“Sir, will you let me give you a ride...
By Thomas Hardy
“Sir, will you let me give you a ride?
Nox Venit, and the heath is wide.”
- My phaeton-lantern shone on one
Young, fair, even fresh,
But burdened with flesh:
A leathern satchel at his side,
His breathings short, his coat undone.
‘ Twas as if his corpulent figure slopped
With the shake of his walking when he stopped,
And, though the night's pinch grew acute,
He wore but a thin
Wind-thridded suit,
Yet well-shaped shoes for walking in,
Artistic beaver, cane gold-topped.
“Alas, my friend,” he said with a smile,
“I am daily bound to foot ten mile -
Wet, dry, or dark — before I rest.
Six months to live
My doctors give
Me as my prospect here, at best,
Unless I vamp my sturdiest!”
His voice was that of a man refined,
A man, one well could feel, of mind,
Quite winning in its musical ease;
But in mould maligned
By some disease;
And I asked again.

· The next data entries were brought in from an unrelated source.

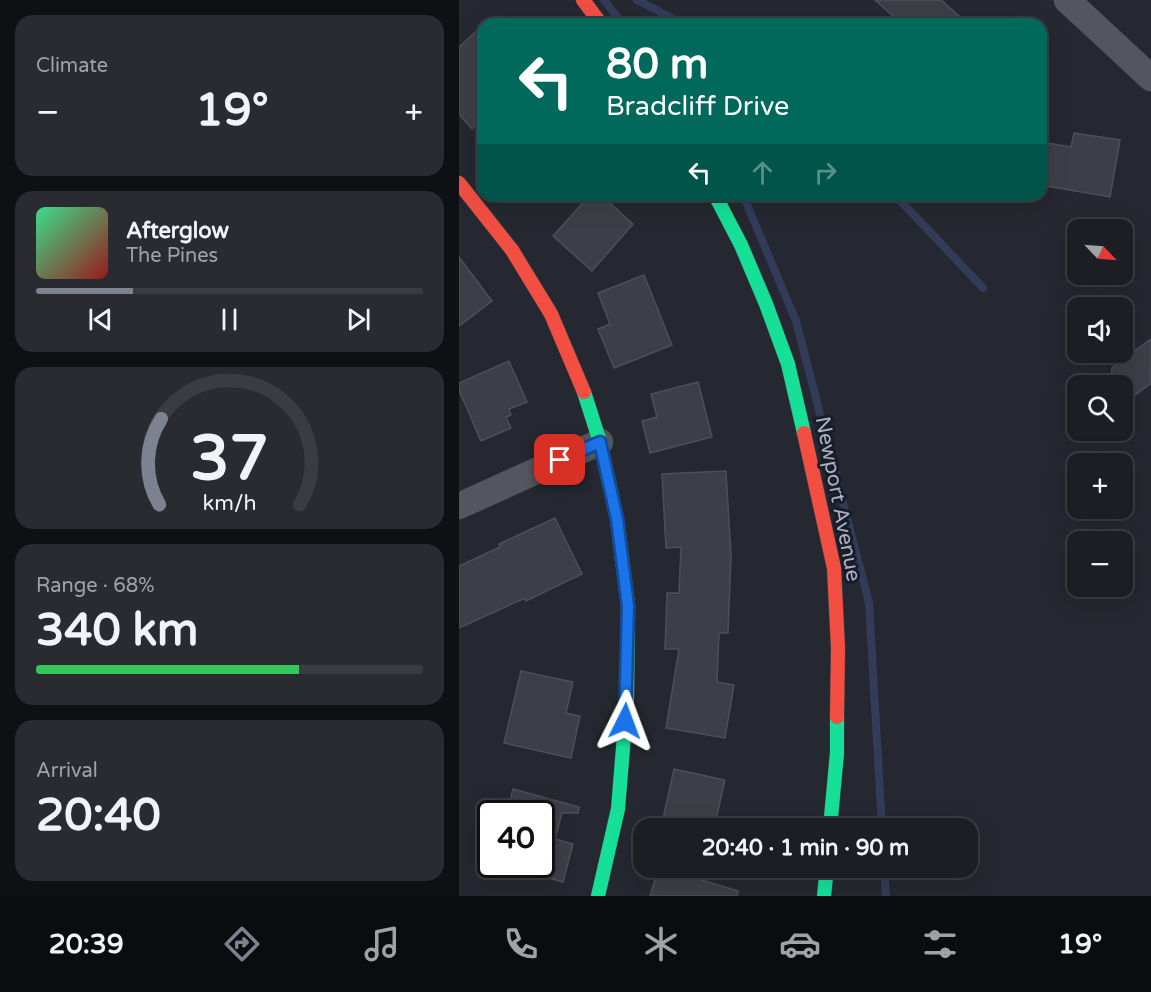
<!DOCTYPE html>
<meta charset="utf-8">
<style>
body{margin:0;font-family:"Varela Round",sans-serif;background:#292b31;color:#f1f3f6;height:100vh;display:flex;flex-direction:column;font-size:22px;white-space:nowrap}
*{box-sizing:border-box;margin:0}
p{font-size:20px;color:#a0a2a6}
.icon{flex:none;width:33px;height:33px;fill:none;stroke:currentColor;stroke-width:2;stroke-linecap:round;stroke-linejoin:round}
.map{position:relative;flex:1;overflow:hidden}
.details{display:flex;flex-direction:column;gap:15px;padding:15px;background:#0f1014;width:459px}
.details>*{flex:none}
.hud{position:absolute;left:18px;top:18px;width:570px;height:183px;border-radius:18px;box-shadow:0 6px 24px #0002,0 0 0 2px #3a3c41;background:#00695c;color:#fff;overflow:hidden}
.needle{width:39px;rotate:115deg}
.tools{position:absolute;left:608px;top:219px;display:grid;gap:12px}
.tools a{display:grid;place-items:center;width:66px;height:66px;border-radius:12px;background:#1c1e24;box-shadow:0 6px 24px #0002,0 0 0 2px #3a3c41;font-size:30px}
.speed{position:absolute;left:18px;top:800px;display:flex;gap:12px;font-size:30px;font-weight:700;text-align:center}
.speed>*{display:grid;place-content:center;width:78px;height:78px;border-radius:50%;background:#1c1e24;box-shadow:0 6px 24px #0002,0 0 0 2px #3a3c41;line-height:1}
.speed .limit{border:3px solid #111;border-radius:9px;background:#fff;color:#111}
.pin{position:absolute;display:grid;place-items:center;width:51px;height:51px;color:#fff;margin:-26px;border-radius:12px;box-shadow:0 3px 9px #0006}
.me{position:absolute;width:66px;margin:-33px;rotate:3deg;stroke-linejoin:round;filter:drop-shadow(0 0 4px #0008)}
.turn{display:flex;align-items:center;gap:21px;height:126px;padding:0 30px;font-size:27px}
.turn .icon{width:78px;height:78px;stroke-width:2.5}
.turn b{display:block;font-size:42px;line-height:51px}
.lanes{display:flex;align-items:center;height:57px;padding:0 30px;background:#0003;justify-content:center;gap:30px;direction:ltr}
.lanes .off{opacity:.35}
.big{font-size:45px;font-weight:700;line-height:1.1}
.details .tile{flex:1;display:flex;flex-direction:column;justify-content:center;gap:9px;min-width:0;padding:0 21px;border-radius:18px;background:#292b31}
.details .dial{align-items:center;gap:0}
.dial svg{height:156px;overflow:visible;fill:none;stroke:#3a3c41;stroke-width:7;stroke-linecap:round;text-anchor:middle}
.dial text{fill:#f1f3f6;stroke:none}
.song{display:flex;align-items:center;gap:18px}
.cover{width:72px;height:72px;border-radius:9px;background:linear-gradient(135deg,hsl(150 70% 55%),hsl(0 70% 35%))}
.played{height:6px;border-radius:3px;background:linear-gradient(90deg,#7d8290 25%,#3a3c41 25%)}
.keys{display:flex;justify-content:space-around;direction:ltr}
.heat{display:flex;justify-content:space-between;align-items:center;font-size:33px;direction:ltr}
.charge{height:9px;border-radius:4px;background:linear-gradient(90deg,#34c759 68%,#3a3c41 0)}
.trip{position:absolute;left:174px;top:818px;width:345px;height:60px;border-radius:18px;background:#1c1e24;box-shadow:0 6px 24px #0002,0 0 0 2px #3a3c41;font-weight:700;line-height:60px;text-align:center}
.dock{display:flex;height:96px;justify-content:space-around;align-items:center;background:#0b0c0e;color:#a0a2a6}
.dock .icon{width:42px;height:42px}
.dock .on{color:#7d8290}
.dock b{font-size:27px;color:#f1f3f6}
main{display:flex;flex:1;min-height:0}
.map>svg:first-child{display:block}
</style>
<main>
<section class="details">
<div class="tile"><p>Climate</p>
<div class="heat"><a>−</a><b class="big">19°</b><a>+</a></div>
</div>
<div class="tile">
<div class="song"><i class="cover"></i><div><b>Afterglow</b><p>The Pines</p></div></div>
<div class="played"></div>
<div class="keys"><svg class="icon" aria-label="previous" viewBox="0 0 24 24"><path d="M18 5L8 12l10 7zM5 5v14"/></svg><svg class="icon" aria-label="pause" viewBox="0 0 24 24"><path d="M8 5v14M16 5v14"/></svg><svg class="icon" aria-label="next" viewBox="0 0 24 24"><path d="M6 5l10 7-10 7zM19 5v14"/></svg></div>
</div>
<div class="tile dial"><svg viewBox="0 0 100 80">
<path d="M14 69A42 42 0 1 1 86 69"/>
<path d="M14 69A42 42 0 0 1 15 25" stroke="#7d8290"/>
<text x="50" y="56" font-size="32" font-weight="700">37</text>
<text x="50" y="72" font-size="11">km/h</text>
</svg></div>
<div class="tile"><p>Range · 68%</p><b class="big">340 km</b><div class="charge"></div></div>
<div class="tile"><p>Arrival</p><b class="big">20:40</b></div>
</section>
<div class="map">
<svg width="692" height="896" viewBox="0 0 692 896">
<rect width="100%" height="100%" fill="#252830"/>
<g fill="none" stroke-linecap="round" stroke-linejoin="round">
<g stroke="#323c59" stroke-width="8">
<polyline points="145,0 164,24"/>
<polyline points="178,0 224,24"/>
<polyline points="284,195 337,321 410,603 423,828"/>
<polyline points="436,195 524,288"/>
<polyline points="425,867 427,896"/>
</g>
</g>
<g fill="#3c3f47" stroke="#4c4f59" stroke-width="1.5">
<polygon points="416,0 482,0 509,24 443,24"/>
<polygon points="24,25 24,119 13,129 0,114 0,47"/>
<polygon points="615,133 661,140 651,197 582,185 582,142 612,147"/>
<polygon points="131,195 142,195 174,224 133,271 94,236"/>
<polygon points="0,257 33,301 0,326"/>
<polygon points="185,275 213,345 155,368 139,329 151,324 139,293"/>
<polygon points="692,339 692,383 663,405 663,386 652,386 653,368"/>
<polygon points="50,361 68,402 50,409 52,415 47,417 52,428 22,441 0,390 0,383"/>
<polygon points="239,382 253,437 191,453 183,421 198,417 192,394"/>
<polygon points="267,471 272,557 269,633 260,633 258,682 275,685 266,738 207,728 220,649 206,649 208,593 220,593 222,547 207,548 203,474"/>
<polygon points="96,518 123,574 67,601 66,598 0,628 0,566 41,547 40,544"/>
<polygon points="62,671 114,682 107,713 121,716 112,758 45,743"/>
<polygon points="215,769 266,780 255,828 202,828"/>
<polygon points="54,789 120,807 119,813 103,813 96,839 114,844 104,882 82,876 82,813 48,813"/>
<polygon points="200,867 279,891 278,896 191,896"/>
</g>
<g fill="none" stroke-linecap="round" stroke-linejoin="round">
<defs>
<g id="street">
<polyline points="608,0 692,78"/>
<polyline points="0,506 141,442"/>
</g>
<g id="fast">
<polyline points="256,195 282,245 307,304 329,364 345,433"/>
<polyline points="125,392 141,442 158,519 169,606 168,699 159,809 139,896"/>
<polyline points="371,828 378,753 378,717"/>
<polyline points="365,896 368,867"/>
</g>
<g id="jam">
<polyline points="124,0 142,24"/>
<polyline points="0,183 53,250 92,314 125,392"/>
<polyline points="345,433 375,568 379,648 378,717"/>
</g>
</defs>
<use href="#street" stroke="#414349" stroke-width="27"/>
<use href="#fast" stroke="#414349" stroke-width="15"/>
<use href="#jam" stroke="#414349" stroke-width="15"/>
<use href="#street" stroke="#54565f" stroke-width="26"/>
<use href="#fast" stroke="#16e098" stroke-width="14"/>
<use href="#jam" stroke="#f24e42" stroke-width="14"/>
</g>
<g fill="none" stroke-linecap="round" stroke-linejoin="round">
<defs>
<polyline id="route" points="101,460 141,442 158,519 169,606 166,721"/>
</defs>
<use href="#route" stroke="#114b97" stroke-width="15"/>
<use href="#route" stroke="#1a73e8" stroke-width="10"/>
</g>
<g text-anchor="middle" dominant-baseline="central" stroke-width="6" stroke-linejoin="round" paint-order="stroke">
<g font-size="21" fill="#adb2c3" stroke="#191d2a">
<text transform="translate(379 499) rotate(79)">Newport Avenue</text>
</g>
</g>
</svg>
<div class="tools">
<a><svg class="needle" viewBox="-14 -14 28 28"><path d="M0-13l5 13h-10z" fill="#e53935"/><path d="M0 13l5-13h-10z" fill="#a0a2a6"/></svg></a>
<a><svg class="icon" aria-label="sound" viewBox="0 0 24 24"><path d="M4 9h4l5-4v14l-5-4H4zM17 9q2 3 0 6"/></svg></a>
<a><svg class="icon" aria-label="search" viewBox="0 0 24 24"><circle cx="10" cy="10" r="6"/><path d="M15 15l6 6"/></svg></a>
<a>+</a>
<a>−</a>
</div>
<div class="speed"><div class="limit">40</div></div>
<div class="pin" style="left:101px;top:460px;background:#d93025"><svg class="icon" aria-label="arrive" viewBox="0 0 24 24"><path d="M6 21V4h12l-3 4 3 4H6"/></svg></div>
<svg class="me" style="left:166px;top:721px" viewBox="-20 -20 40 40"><path d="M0-17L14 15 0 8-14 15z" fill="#1a73e8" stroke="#fff" stroke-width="4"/></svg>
<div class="trip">20:40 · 1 min · 90 m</div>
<div class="hud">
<div class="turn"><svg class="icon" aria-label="left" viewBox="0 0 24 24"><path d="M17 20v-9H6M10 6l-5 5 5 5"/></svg><div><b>80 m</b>Bradcliff Drive</div></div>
<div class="lanes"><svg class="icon" aria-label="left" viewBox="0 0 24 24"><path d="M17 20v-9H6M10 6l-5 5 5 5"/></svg><svg class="icon off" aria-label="ahead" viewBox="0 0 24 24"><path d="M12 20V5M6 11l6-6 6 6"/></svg><svg class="icon off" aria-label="right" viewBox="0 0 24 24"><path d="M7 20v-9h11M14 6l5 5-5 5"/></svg></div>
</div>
</div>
</main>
<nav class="dock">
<b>20:39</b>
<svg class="icon on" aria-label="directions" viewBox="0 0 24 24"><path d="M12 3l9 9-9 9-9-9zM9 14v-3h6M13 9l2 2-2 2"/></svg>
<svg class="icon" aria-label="music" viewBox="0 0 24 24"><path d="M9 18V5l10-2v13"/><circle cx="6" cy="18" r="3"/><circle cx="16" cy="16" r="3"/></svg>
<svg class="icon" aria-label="phone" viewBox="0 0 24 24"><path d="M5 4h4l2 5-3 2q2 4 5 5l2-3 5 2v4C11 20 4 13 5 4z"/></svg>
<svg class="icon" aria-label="climate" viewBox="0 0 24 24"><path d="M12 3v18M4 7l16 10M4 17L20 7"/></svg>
<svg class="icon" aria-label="car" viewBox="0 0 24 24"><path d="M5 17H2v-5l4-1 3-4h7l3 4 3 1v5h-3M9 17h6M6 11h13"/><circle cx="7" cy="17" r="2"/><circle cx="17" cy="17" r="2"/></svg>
<svg class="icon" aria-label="filters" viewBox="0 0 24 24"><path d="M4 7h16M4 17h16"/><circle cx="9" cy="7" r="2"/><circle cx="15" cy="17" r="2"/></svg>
<b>19°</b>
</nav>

But he shook his head;
Then, as if more were due, he said: -
“A student was I — of Schopenhauer,
Kant, Hegel,— and the fountained bower
Of the Muses, too, knew my regard:
But ah — I fear me
The grave gapes near me!...
Would I could this gross sheath discard,
And rise an ethereal shape, unmarred!”
How I remember him!— his short breath,
His aspect, marked for early death,
As he dropped into the night for ever;
One caught in his prime
Of high endeavour;
From all philosophies soon to sever
Through an unconscienced trick of Time!